YOUR TASK → Reproduce every line in the material below that holds "compass".
+===+
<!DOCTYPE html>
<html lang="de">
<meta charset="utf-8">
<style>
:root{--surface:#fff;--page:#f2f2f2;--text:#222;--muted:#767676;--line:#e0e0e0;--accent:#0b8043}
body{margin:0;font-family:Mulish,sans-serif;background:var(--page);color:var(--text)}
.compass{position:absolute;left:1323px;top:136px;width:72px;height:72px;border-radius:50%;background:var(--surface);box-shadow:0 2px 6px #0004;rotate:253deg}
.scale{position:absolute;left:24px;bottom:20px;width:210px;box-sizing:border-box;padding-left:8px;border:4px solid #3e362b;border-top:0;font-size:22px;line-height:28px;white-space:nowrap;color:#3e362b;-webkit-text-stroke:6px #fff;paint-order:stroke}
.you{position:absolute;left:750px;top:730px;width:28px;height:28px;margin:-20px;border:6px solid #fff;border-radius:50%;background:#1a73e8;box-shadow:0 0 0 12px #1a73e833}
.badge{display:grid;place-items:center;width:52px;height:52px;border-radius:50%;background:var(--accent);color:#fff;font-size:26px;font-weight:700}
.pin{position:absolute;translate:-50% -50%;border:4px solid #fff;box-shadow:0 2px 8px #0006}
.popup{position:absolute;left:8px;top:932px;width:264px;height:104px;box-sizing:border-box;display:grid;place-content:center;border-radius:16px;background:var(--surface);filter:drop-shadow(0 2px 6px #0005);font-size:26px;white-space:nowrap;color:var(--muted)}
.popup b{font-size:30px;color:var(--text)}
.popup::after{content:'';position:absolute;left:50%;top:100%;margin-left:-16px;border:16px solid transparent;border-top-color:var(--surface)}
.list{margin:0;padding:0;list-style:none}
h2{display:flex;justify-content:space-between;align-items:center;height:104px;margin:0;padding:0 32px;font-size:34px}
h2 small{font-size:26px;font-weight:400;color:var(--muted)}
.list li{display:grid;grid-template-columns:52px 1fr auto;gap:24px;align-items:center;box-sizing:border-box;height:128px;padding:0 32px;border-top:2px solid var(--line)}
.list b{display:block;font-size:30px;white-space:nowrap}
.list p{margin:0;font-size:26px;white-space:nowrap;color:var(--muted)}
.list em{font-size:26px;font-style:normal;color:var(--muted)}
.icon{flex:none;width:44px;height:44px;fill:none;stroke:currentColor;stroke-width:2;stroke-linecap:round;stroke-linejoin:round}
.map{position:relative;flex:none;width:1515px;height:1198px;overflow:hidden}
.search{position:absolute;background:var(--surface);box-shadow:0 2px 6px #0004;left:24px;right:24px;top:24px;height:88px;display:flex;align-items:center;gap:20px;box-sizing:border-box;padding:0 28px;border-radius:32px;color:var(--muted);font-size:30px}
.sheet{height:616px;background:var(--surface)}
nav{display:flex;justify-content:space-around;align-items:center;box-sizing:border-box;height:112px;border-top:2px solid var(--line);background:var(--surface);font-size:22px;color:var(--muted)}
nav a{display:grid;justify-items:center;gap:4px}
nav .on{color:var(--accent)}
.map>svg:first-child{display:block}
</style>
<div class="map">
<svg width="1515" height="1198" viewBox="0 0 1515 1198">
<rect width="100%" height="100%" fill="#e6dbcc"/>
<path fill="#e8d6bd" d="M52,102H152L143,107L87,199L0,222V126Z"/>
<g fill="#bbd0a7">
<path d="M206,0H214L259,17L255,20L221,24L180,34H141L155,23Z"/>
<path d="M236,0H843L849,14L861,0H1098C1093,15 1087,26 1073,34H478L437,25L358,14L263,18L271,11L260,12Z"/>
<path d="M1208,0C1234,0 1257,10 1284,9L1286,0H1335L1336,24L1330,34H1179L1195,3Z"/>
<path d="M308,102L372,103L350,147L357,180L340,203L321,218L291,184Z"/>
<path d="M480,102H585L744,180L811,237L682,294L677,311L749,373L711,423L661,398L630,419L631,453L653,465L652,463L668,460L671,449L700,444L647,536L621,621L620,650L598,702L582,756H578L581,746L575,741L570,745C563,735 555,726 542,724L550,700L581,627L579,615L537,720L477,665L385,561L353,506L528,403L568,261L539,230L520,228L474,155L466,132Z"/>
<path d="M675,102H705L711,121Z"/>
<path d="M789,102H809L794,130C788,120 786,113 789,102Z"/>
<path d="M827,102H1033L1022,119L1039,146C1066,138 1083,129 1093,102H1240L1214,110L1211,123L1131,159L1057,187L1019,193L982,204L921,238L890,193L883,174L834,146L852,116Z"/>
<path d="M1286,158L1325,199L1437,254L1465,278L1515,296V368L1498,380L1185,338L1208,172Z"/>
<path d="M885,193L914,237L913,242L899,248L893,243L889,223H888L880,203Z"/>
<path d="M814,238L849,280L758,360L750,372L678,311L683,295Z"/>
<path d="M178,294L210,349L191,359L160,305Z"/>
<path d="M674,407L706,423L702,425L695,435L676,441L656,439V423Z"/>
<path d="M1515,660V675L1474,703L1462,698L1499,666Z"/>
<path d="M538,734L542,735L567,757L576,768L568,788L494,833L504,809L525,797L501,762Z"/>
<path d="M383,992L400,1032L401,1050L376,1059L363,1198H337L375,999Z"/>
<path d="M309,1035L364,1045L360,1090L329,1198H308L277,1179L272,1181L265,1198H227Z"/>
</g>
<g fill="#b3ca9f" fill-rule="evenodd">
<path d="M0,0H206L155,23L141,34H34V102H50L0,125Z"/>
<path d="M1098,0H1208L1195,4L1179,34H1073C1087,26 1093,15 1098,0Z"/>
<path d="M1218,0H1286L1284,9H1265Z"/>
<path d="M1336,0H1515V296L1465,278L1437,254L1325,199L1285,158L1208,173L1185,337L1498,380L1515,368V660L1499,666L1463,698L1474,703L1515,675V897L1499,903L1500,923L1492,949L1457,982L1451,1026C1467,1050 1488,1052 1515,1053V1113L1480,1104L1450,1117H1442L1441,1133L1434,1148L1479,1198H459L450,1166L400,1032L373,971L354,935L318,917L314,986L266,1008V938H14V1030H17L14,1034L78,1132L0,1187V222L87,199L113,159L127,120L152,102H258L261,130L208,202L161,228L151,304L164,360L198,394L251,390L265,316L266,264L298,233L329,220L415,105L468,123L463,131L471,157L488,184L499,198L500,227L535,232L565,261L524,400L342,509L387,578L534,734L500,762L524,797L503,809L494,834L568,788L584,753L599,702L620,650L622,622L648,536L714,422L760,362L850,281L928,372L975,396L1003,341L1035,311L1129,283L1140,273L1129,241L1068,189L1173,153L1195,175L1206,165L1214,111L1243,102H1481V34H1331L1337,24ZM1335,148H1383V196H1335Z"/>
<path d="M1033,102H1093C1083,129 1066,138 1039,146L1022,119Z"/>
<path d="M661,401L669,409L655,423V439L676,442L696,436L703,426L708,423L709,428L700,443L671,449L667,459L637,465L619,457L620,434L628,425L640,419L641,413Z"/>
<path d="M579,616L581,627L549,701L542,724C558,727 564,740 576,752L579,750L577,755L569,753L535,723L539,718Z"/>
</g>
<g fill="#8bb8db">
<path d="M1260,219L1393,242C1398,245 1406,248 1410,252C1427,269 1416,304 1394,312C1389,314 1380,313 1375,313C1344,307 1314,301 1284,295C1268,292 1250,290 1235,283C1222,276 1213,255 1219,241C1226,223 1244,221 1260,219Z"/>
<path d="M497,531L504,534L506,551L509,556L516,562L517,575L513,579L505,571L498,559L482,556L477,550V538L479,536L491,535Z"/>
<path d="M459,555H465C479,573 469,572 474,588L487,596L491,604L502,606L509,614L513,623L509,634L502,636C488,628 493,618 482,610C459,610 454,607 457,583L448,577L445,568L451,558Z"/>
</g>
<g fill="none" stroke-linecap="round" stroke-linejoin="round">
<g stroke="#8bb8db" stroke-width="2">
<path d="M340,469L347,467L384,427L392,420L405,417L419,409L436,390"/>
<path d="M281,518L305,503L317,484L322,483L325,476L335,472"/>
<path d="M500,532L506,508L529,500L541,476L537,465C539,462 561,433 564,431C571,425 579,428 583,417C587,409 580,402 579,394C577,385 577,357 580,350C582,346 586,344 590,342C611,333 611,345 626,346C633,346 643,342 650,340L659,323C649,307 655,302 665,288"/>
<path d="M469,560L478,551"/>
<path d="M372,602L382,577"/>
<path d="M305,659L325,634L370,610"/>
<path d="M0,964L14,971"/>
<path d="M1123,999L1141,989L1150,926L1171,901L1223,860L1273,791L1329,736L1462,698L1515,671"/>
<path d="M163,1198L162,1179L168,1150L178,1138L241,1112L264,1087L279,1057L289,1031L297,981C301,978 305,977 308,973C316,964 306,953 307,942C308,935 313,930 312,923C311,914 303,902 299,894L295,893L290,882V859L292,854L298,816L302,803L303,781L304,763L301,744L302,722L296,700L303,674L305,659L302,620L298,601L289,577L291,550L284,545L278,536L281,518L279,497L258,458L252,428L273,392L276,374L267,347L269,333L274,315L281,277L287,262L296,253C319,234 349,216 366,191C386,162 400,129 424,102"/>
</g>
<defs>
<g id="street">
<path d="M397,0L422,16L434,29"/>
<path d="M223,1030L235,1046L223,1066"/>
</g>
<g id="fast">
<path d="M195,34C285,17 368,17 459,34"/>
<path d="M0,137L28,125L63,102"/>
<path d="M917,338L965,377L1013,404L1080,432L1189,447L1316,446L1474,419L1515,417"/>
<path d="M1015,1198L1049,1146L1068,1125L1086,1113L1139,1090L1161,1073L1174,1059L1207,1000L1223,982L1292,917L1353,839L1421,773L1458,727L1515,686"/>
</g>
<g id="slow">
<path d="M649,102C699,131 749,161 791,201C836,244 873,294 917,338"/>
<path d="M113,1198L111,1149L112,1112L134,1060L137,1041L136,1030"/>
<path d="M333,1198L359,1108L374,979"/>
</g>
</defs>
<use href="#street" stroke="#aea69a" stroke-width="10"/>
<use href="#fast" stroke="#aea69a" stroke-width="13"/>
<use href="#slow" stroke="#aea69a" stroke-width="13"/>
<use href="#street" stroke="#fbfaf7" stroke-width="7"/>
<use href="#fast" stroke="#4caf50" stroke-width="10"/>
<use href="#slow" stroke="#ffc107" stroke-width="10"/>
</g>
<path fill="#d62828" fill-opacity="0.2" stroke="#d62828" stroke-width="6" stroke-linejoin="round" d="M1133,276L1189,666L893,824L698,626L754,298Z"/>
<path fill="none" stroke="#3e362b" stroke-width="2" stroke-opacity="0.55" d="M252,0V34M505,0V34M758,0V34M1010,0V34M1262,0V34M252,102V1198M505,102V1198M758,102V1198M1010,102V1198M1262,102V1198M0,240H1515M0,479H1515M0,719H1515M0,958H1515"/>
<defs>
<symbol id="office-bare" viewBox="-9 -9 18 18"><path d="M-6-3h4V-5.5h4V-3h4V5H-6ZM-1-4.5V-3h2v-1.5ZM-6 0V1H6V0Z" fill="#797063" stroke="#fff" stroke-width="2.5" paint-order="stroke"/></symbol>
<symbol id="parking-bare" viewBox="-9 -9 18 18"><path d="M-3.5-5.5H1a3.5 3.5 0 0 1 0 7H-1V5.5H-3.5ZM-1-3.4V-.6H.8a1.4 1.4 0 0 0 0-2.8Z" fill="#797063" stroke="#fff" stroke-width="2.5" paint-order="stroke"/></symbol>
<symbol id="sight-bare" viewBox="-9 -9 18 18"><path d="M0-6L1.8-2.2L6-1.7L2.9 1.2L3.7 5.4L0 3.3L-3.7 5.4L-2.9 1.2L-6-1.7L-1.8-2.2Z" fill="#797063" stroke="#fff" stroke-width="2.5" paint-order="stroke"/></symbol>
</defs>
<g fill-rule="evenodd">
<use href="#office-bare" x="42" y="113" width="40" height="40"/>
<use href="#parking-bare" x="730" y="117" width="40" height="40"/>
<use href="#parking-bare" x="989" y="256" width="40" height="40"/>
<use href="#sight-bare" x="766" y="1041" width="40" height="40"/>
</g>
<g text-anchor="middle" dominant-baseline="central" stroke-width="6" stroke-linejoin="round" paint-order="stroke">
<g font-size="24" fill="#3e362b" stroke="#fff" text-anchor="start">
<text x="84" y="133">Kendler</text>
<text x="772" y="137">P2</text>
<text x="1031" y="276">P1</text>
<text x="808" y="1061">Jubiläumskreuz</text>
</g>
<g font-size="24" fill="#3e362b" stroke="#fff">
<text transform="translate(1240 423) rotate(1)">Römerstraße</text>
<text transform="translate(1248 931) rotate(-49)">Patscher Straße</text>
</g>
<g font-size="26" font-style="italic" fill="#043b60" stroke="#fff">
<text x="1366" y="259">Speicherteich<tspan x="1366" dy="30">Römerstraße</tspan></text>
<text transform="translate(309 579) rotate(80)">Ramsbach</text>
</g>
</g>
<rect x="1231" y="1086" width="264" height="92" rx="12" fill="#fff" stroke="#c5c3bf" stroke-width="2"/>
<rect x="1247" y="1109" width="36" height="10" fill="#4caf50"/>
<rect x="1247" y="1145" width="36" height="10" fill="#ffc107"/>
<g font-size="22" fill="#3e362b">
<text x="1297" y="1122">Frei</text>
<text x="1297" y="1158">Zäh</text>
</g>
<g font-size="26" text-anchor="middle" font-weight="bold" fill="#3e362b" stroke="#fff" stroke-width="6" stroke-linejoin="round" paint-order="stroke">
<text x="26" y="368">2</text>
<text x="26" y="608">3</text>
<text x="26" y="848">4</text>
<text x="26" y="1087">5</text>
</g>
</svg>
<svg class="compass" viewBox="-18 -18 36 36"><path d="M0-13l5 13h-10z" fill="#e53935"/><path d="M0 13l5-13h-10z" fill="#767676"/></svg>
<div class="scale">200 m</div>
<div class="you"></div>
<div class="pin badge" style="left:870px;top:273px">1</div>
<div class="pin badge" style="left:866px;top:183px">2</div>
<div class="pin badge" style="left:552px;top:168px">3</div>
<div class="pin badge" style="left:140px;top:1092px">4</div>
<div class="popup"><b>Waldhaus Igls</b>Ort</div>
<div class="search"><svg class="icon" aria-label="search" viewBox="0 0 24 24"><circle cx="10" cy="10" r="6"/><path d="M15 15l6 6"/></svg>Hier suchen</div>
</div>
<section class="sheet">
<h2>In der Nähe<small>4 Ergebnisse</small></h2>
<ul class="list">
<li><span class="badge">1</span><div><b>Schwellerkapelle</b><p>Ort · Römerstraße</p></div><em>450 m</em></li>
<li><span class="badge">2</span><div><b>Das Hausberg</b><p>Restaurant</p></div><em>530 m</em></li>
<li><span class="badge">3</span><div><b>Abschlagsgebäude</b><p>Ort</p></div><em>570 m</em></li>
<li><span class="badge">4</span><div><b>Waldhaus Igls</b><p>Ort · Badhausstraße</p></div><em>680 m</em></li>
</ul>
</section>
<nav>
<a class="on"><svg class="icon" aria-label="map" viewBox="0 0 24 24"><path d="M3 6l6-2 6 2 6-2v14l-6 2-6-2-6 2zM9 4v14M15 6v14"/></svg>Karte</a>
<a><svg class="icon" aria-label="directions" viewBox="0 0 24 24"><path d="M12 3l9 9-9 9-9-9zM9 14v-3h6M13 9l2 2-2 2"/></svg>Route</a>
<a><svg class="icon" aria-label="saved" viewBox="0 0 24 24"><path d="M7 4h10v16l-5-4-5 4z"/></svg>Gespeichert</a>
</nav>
+===+
FINISHED TASK →
.compass{position:absolute;left:1323px;top:136px;width:72px;height:72px;border-radius:50%;background:var(--surface);box-shadow:0 2px 6px #0004;rotate:253deg}
<svg class="compass" viewBox="-18 -18 36 36"><path d="M0-13l5 13h-10z" fill="#e53935"/><path d="M0 13l5-13h-10z" fill="#767676"/></svg>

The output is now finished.